• [Source data]

━━━

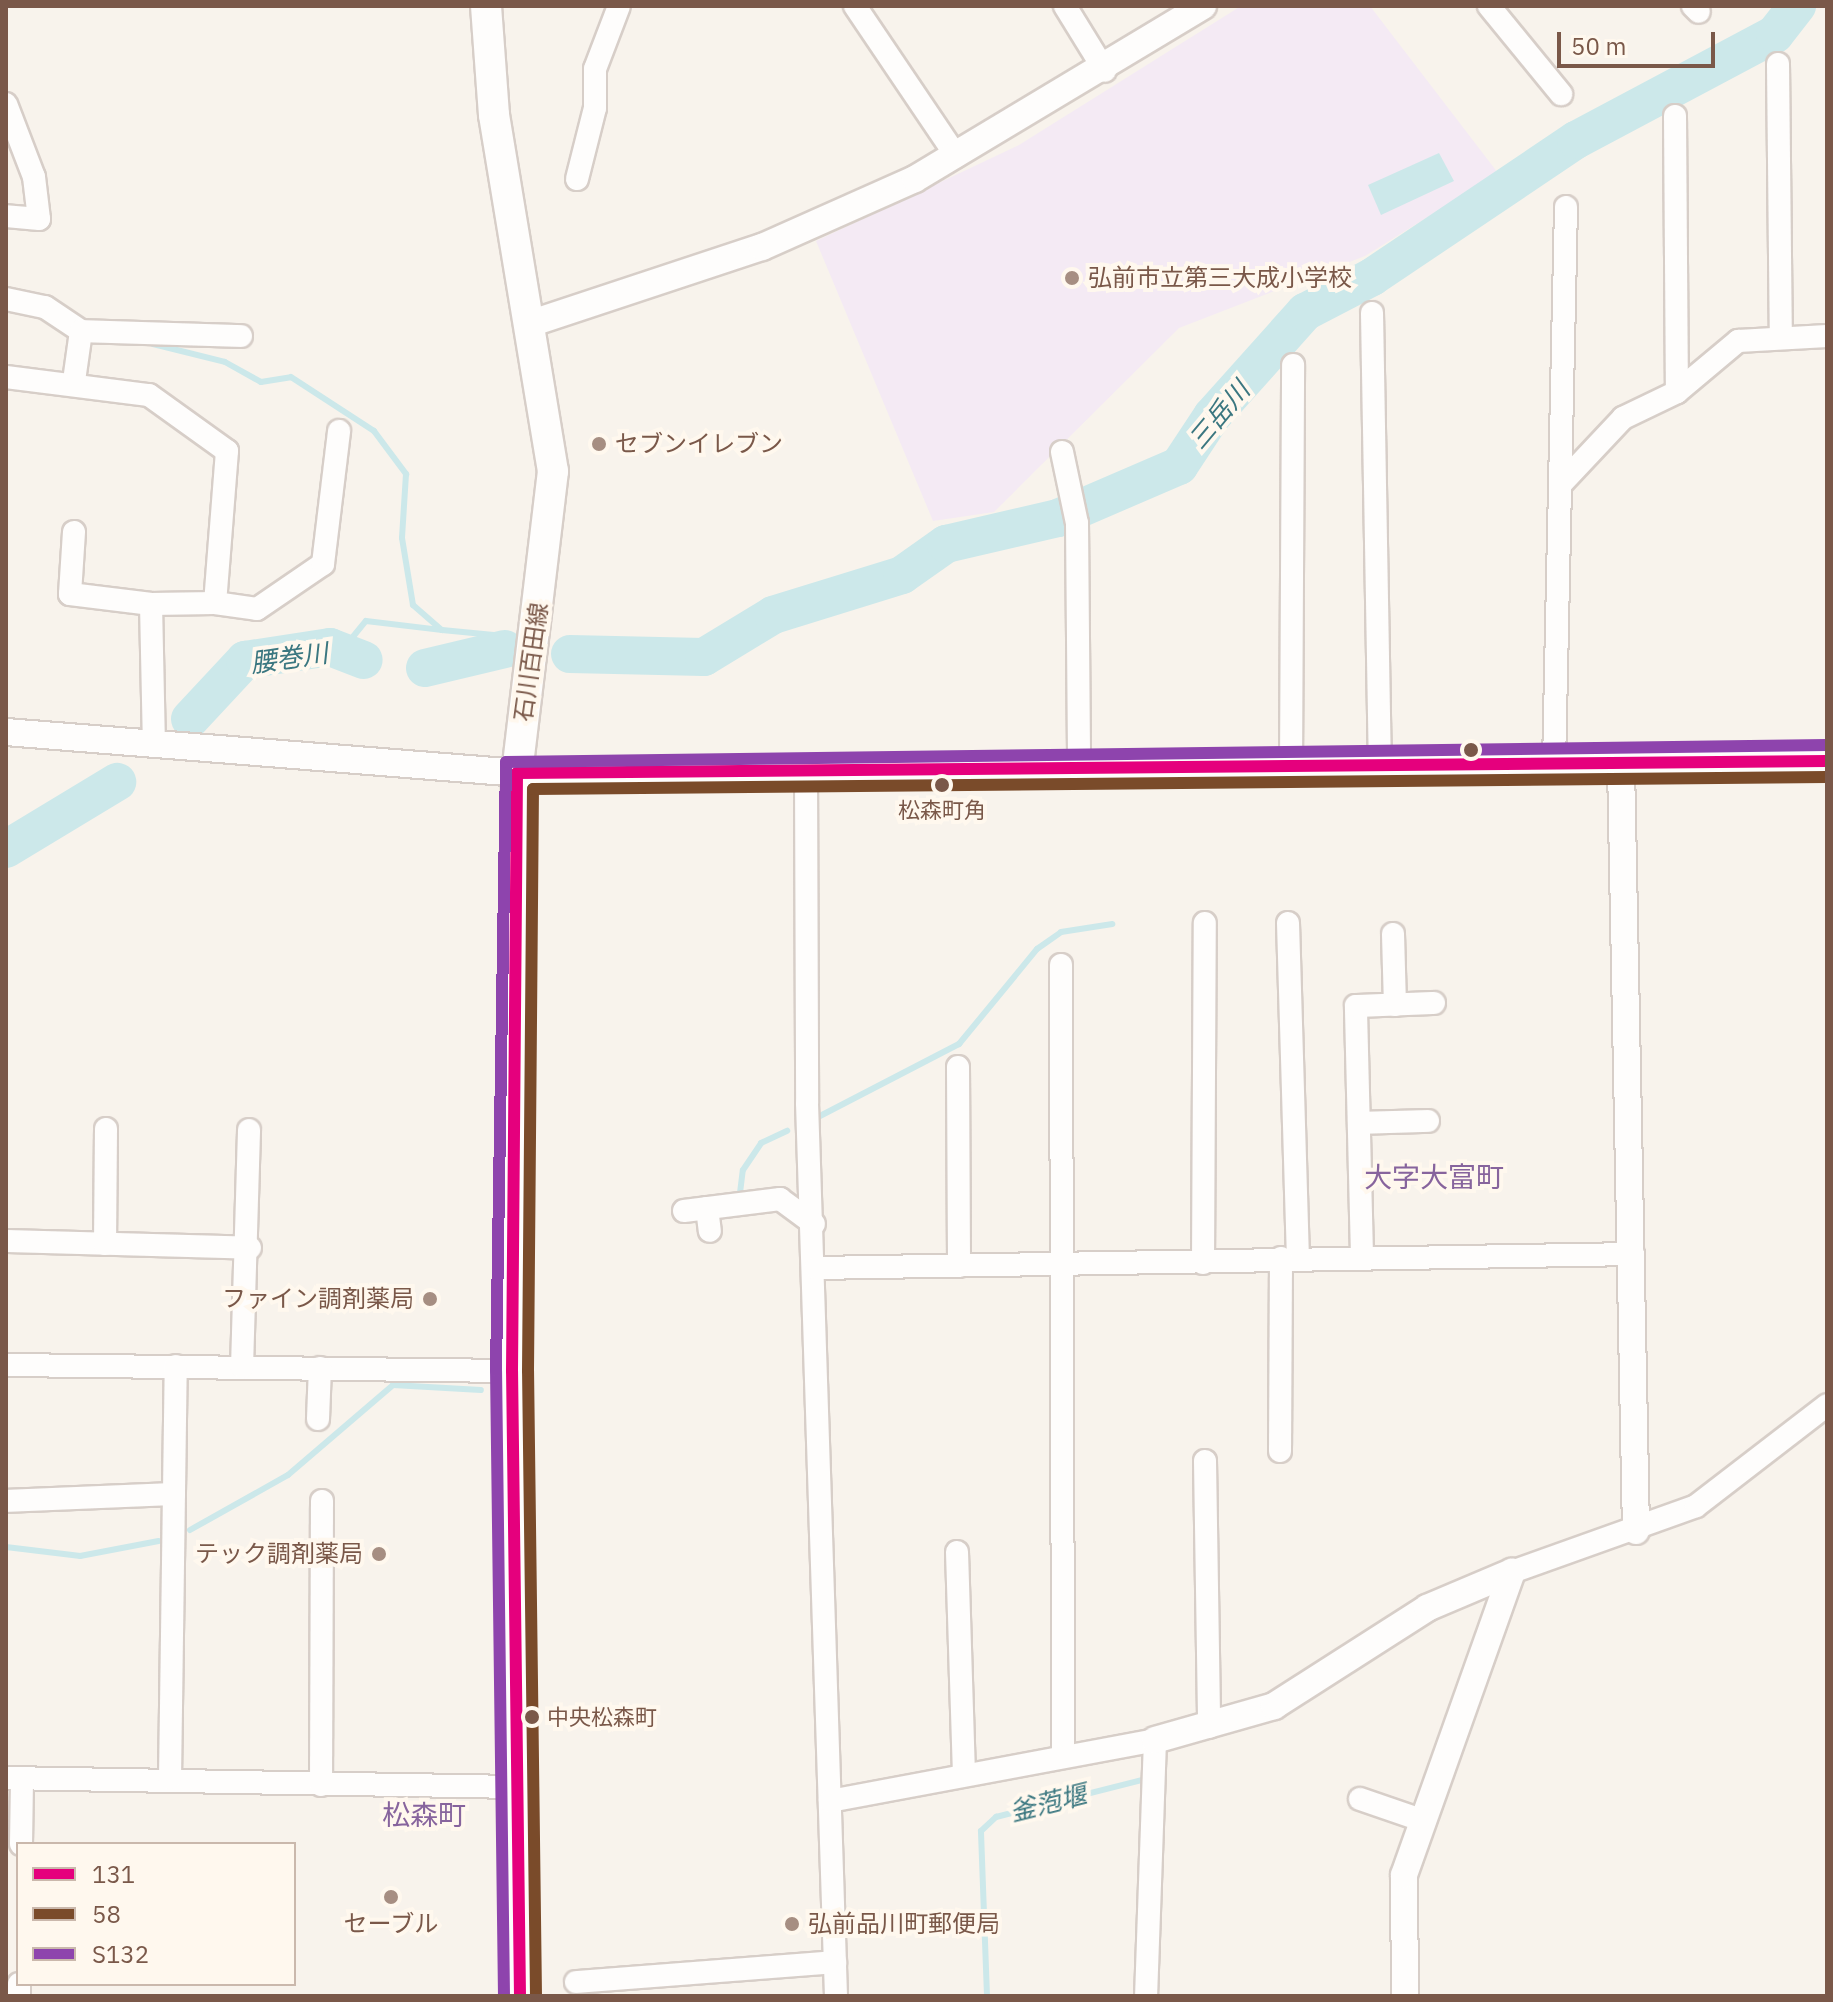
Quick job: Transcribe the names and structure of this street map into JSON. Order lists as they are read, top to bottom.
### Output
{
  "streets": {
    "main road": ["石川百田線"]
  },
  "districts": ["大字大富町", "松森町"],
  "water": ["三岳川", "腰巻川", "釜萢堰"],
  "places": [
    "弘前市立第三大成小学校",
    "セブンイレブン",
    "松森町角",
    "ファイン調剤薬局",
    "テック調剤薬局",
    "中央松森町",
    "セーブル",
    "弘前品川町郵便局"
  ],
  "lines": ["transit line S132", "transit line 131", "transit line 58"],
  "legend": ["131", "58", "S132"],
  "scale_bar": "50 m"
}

━━━

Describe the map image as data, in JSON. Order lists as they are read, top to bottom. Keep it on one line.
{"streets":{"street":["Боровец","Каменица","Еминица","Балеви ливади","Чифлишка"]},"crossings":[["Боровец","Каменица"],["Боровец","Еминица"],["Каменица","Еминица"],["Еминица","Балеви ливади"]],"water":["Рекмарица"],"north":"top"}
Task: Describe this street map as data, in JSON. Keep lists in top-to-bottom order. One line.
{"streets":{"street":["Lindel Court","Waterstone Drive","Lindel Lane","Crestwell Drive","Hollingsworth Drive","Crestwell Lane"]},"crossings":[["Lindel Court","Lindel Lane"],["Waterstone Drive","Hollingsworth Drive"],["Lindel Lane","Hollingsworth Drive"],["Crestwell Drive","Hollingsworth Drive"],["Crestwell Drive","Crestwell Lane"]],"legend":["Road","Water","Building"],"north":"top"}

━━━

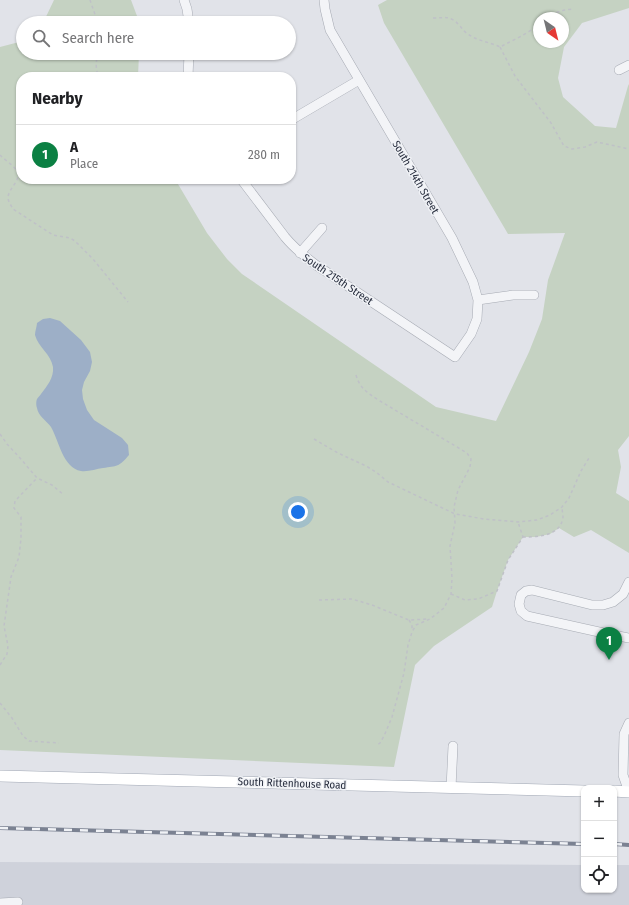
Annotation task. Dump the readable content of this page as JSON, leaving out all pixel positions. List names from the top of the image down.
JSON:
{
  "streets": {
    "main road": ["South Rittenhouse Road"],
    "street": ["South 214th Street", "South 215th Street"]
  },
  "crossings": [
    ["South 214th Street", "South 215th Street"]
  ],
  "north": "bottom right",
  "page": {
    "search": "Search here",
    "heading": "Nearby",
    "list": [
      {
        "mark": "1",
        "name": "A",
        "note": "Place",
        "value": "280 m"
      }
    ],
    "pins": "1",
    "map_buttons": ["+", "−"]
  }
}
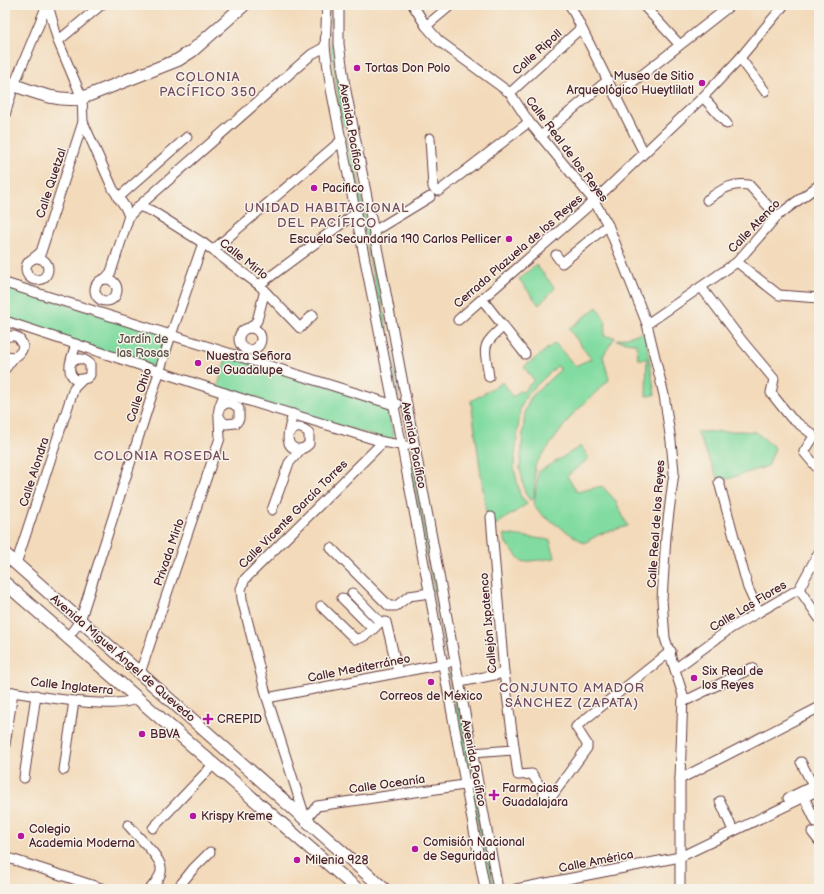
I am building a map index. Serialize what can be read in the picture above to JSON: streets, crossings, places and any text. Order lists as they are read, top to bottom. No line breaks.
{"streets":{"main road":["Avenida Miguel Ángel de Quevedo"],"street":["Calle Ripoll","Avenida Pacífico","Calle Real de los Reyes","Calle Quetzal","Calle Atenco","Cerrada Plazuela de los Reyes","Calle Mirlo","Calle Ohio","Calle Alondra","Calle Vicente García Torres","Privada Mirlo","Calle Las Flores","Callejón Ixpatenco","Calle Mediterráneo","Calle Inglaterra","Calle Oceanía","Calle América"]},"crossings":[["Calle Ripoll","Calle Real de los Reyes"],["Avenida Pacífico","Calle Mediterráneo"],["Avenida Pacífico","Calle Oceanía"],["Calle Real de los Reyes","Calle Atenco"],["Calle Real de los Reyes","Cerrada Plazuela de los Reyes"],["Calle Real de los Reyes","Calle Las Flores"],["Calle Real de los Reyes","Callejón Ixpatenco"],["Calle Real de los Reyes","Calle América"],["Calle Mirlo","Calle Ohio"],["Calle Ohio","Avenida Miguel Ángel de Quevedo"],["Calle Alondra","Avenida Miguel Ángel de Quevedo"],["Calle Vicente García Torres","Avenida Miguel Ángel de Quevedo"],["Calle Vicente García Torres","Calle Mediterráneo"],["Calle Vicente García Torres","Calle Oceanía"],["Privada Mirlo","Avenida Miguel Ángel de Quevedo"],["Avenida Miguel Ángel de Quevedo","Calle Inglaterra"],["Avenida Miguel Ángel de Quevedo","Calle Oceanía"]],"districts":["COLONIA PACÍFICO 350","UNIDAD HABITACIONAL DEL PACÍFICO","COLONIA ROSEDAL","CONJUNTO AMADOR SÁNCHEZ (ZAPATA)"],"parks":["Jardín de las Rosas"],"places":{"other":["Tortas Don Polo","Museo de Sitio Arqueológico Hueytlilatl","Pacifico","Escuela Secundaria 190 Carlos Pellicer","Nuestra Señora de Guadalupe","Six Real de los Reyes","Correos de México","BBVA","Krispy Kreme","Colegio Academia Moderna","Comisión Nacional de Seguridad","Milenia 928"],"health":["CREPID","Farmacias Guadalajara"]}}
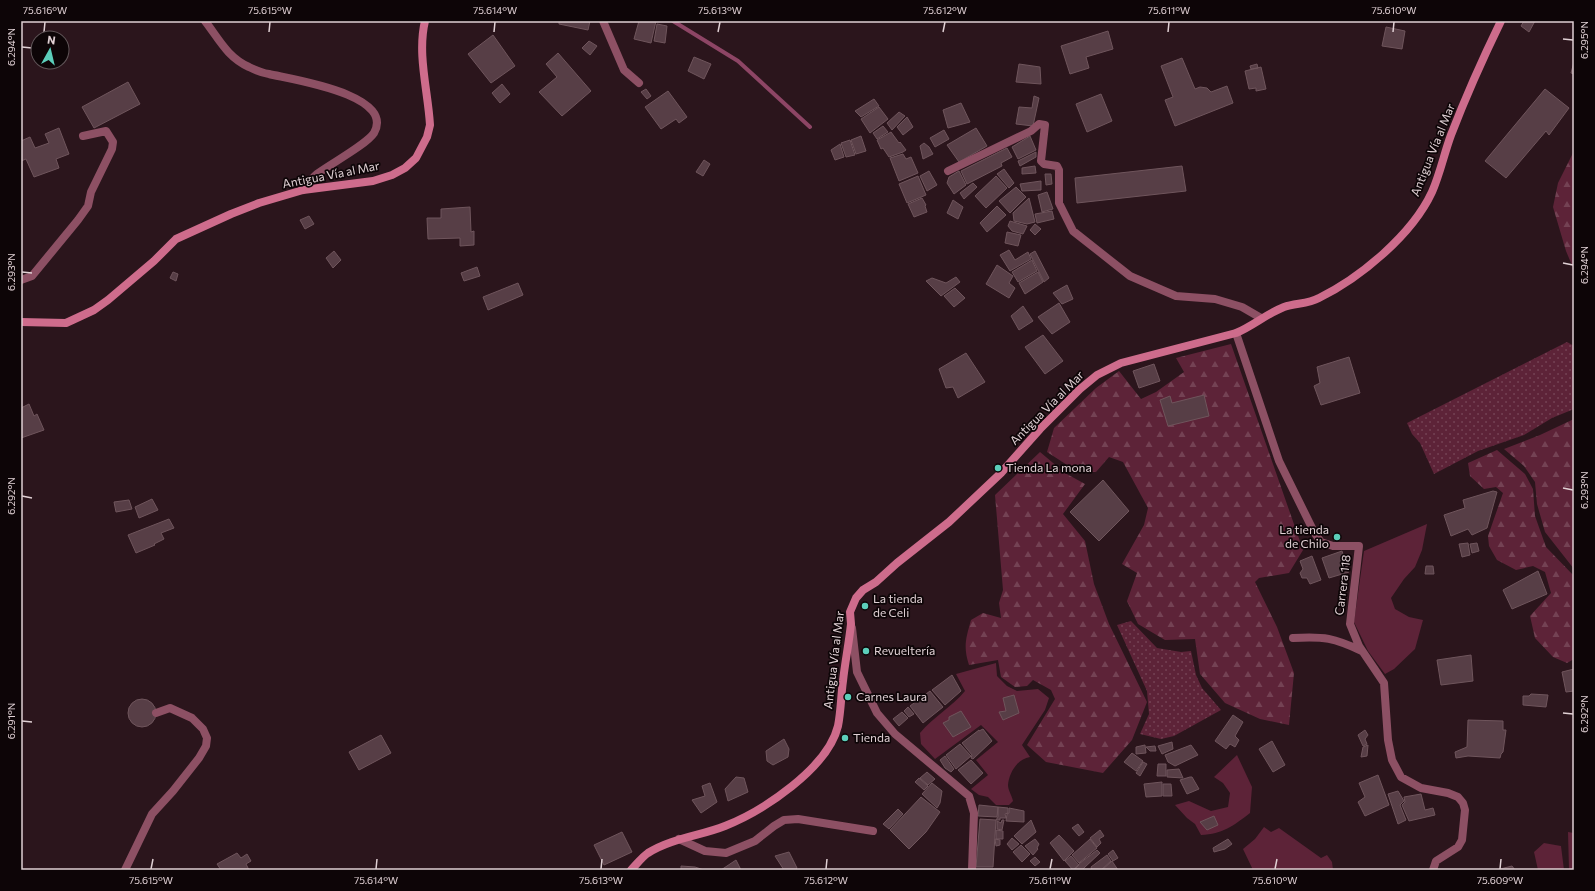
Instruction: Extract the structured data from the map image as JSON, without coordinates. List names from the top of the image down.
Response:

━━━

• [Work instruction]
Each line of the listing above that includes the word "from" is to be counted, and only the total reported.

• [Written solution]
2